Data extracted from a collection
____

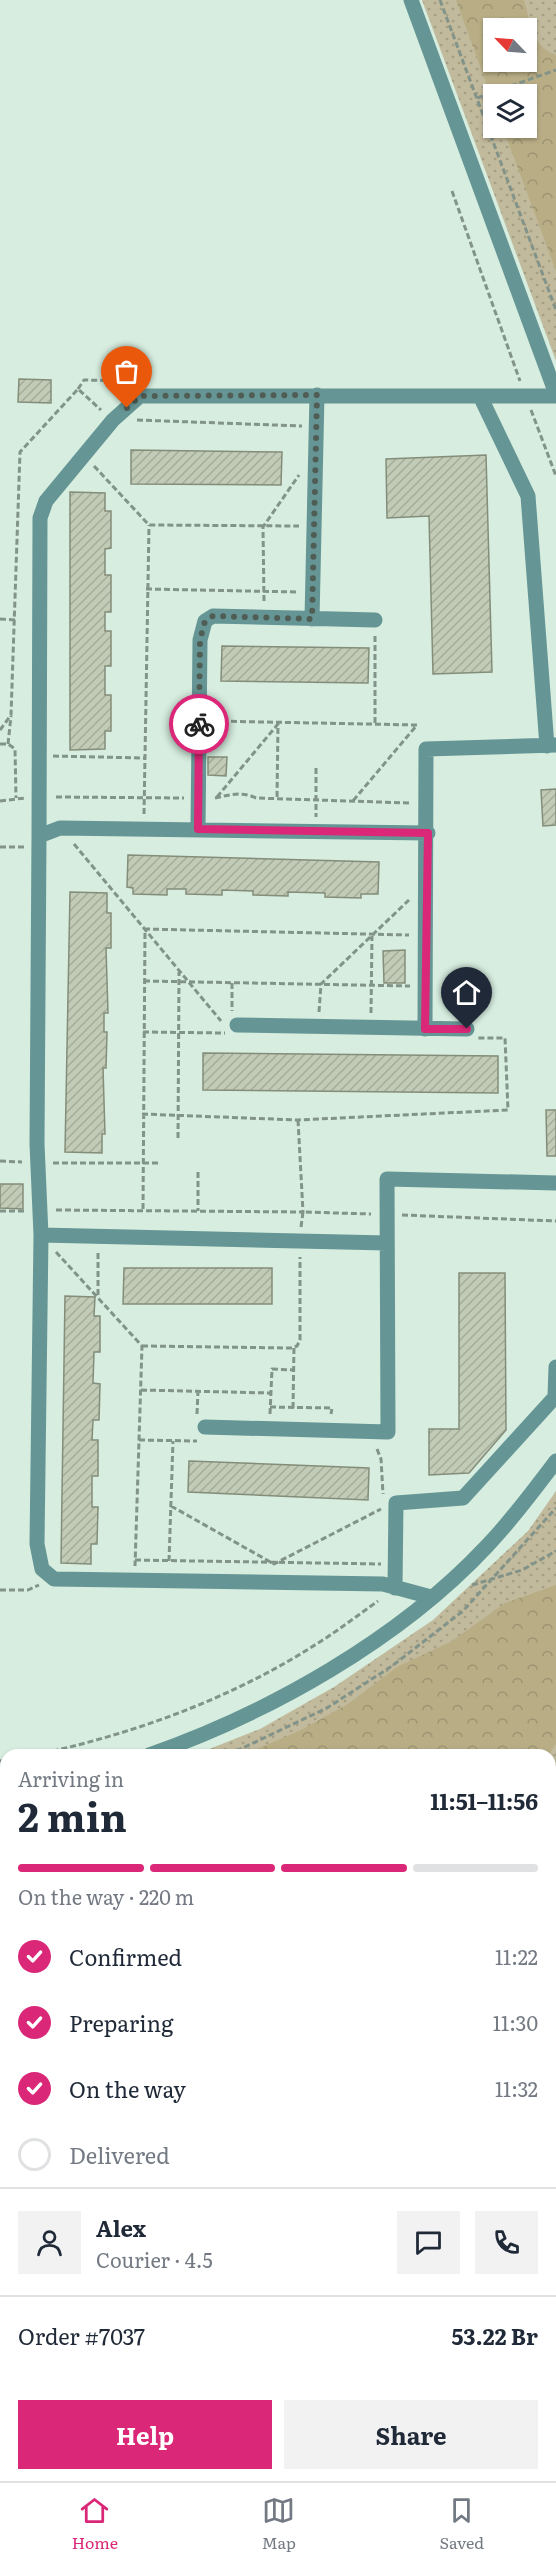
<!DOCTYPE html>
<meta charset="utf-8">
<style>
:root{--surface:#fff;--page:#f2f2f3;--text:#1f2937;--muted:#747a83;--line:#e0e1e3;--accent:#db2777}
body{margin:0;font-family:Literata,serif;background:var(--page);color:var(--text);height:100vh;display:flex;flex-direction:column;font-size:22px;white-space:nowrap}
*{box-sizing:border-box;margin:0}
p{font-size:20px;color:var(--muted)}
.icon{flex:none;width:33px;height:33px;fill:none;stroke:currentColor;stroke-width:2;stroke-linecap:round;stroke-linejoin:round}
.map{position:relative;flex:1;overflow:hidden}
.panel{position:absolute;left:0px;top:1749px;width:556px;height:732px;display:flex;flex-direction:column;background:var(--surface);border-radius:18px 18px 0 0;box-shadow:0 2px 4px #0004}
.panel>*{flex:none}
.needle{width:39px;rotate:295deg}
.tools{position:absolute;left:483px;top:18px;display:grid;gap:12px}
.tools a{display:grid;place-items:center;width:54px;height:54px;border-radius:0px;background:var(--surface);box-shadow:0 2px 4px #0004;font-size:30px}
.pin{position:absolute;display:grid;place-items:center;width:51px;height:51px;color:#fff;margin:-62px -26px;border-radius:50% 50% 50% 0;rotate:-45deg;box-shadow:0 0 6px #0007}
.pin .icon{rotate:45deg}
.courier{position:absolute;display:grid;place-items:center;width:60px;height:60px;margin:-30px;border:4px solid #db2777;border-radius:50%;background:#fff;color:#222;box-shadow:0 2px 8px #0007}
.summary em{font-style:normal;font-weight:700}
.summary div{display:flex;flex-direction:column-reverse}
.summary{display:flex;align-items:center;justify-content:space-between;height:102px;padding:0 18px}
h1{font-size:39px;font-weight:700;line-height:45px}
.bar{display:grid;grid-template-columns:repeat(4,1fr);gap:9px 6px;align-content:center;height:72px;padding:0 18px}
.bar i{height:8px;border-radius:4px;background:var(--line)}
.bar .selected{background:var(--accent)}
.bar p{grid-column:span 4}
.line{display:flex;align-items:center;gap:15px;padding:0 18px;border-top:2px solid var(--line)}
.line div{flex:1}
.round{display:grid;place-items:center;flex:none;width:63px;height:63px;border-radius:0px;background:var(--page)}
ol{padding:0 18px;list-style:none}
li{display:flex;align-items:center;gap:18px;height:66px}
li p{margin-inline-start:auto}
li .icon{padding:6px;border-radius:50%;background:var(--accent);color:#fff;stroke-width:4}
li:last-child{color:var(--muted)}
li i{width:33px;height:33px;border:3px solid var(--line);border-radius:50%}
.cta{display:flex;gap:12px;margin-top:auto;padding:12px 18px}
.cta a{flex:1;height:69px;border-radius:0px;background:var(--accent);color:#fff;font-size:24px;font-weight:700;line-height:69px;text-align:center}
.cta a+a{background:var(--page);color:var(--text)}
.tab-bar{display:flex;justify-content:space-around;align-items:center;height:84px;border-top:2px solid var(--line);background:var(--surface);font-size:16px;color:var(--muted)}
.tab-bar a{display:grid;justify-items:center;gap:3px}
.tab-bar .selected{color:var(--accent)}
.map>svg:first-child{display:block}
</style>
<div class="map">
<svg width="556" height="2481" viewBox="0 0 556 2481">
<defs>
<pattern id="grass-dots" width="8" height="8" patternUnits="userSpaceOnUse" patternTransform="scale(1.5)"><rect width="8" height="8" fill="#c2ba9c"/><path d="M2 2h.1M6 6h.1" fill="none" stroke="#a59f85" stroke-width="1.8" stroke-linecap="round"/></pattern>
<pattern id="forest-crowns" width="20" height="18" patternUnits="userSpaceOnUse" patternTransform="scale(1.5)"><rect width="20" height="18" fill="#b8ad85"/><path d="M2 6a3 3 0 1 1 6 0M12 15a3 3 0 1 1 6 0" fill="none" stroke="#9d9472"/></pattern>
<pattern id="building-hatch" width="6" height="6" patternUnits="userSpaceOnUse" patternTransform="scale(1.5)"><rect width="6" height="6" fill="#c1cbb6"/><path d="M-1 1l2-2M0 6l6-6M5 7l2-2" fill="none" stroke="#a4ad9b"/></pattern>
</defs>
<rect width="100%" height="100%" fill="#d6eddf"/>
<path fill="url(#grass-dots)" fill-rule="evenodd" d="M422 0H556V361ZM494 28H526V62H494ZM494 94H526V128H494Z
M556 1491V1922L551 1926 550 1755H194L260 1729 334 1687 433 1620 528 1531Z
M6 1812V2041L0 2039V1813Z"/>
<path fill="url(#forest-crowns)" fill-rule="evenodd" d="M456 0H524C530 21 532 47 556 55V271L503 128H526V94H494L493 102ZM494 28H526V62H494Z
M556 1585V1744L548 1755H244L301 1730 348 1704 397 1667 452 1641 505 1603Z
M6 1846V2023L0 2021V1849Z"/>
<path fill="#9ccade" stroke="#6f929e" stroke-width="1.5" d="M556 1922V2481H0V2039L6 2041V2475H550V1926Z"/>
<path fill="url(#building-hatch)" stroke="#848d79" stroke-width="1.5" d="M19 379 51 380V403L18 402Z
M131 450 282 452 281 485 131 484Z
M486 455 492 672 433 674 429 516 387 518 386 459Z
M70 492 105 493V511H111V548L105 549V575H111V612H105V631H111V666H105V695H111V731H105V749L70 750Z
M222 646 369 648 368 683 221 681Z
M208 757H227L226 776 208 775Z
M556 789V825L543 826 541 790Z
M128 855 379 862 378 894H361V898L325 897V893L288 892V896L253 895V891L222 890V895L186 894V889H167V895L133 894V888L127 887Z
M70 892 107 893V913H111V948H106L108 1013H104V1032H107L106 1068H103L105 1134H102V1153L65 1152Z
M405 950V983H384L383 951Z
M203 1053 498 1056V1093L203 1090Z
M546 1110H556V1156H547Z
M0 1184H23V1209L0 1208Z
M124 1268H272V1304H123Z
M459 1273H505L506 1430 469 1473 429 1475V1429H459Z
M65 1296 95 1297 94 1316H100V1352H94L93 1383 100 1384 99 1420H93L92 1440H98V1476H92V1507H98L97 1544H91V1564L61 1563Z
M189 1461 369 1468 368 1500 188 1492Z"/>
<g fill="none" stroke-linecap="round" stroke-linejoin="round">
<path stroke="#829389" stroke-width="3" stroke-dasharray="6 3" stroke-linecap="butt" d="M440 0 556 310
M477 98 556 70
M452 191 520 381
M78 389 84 380 134 381
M531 410 556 476
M137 420 302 426
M94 466 149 525 299 526
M146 589 297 592
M264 601 263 527 299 475
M0 619 16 620
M375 636V724
M213 721 417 725 352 802
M0 730 11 715 20 452 78 389 101 410
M0 744H8L15 749 16 798
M8 744 11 716
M53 756 144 758
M316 768V817
M56 797 184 798
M217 797 278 724 277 799
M215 798C229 795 242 791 256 798L410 803
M0 801 25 798
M144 814 149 525
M74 844 221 1021
M0 847H25
M144 981 410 986
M232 983V1011
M319 1012 321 984 409 900
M371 1013 372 936
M143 1032 225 1033
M142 1114 298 1120 508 1110 505 1038H478
M178 1138 179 972
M0 1161 22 1162
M53 1163H159
M198 1172V1211
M143 1209 145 929 409 935
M56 1210 303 1212 298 1120
M0 1211H25
M402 1215 556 1221
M301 1227 303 1212 371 1214
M56 1252 142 1346 135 1566
M98 1295V1251
M142 1346 291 1348 297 1346 300 1340V1257
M141 1390 271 1393
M270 1407 332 1408 331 1414
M293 1408 294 1347
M197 1414 198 1391
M270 1414 272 1369 293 1370
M139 1440 197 1441
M377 1449 381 1459 383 1494
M171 1506 274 1564 381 1509
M135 1560 381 1564
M169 1561 173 1441
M472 1585 522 1570 556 1551
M0 1590H28L39 1585
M35 1755C134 1734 233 1698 318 1643 339 1630 358 1615 378 1601
M228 1755 327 1708 392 1666 463 1611 556 1508
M0 1761 6 1760
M0 1820 6 1819"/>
<path stroke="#659594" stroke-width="15" d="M411 0 556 394
M480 396 528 496 547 746
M312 619 317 395
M198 829 200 640 205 621 213 616 375 620
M428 833 60 828 39 836 37 1144 41 1235 37 1544 42 1569 54 1579 383 1584 431 1597
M39 836 40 518 46 501 113 420 140 396H556
M237 1025 467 1029
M425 1029 426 749 556 745
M41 1235 387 1243
M205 1427 388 1432 387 1179 556 1183
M395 1588 396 1503 463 1498 555 1397 556 1367
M149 1755C269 1713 399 1640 487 1546 512 1520 534 1490 556 1461
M0 1791 6 1790"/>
</g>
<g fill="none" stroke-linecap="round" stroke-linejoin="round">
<path stroke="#4f5d55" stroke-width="6" stroke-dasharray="0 10.8" d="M127 408 140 396 317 395 312 619 213 616 205 621 200 640 199 724"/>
<path stroke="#db2777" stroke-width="8" d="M199 724 198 829 428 833 425 1029H467"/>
</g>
</svg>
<div class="tools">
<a><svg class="needle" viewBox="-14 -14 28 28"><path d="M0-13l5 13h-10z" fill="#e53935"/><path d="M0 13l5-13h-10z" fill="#747a83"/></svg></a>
<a><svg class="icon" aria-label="layers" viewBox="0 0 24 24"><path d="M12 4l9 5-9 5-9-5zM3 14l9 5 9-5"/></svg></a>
</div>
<div class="pin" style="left:127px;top:408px;background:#ea580c"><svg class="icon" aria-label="bag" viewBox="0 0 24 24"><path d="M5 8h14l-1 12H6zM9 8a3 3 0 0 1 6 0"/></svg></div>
<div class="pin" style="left:467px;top:1029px;background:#1f2937"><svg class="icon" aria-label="home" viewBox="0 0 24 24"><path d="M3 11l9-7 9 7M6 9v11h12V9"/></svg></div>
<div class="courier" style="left:199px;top:724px"><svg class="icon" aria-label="bike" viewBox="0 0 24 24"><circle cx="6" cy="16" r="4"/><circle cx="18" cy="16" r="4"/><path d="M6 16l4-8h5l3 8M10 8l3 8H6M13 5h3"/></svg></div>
<section class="panel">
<div class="summary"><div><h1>2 min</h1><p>Arriving in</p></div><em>11:51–11:56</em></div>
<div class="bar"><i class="selected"></i><i class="selected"></i><i class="selected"></i><i></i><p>On the way · 220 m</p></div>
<ol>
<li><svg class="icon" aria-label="check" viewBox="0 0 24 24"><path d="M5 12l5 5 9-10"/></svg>Confirmed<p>11:22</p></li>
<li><svg class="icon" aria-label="check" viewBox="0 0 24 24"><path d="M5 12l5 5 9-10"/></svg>Preparing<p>11:30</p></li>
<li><svg class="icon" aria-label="check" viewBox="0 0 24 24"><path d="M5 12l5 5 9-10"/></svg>On the way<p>11:32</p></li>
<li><i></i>Delivered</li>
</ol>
<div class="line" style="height:108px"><a class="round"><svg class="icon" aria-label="person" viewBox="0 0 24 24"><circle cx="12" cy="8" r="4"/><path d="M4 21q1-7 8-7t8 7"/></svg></a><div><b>Alex</b><p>Courier · 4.5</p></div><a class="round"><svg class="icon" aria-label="chat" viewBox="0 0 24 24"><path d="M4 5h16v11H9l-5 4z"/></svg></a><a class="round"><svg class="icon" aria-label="phone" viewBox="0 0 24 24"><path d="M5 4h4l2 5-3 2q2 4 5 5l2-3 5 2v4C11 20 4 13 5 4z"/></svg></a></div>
<div class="line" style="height:78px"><div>Order #7037</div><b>53.22 Br</b></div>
<div class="cta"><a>Help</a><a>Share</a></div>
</section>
</div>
<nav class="tab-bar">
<a class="selected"><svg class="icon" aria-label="home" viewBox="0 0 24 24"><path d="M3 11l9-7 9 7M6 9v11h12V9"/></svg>Home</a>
<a><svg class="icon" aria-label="map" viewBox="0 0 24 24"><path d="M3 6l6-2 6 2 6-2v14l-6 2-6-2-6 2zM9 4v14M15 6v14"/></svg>Map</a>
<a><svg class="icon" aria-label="saved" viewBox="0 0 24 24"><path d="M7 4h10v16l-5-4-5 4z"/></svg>Saved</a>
</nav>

____

● Problem statement: Return only the lines of the records in which the string "rotate" appears.

● Final answer:
.needle{width:39px;rotate:295deg}
.pin{position:absolute;display:grid;place-items:center;width:51px;height:51px;color:#fff;margin:-62px -26px;border-radius:50% 50% 50% 0;rotate:-45deg;box-shadow:0 0 6px #0007}
.pin .icon{rotate:45deg}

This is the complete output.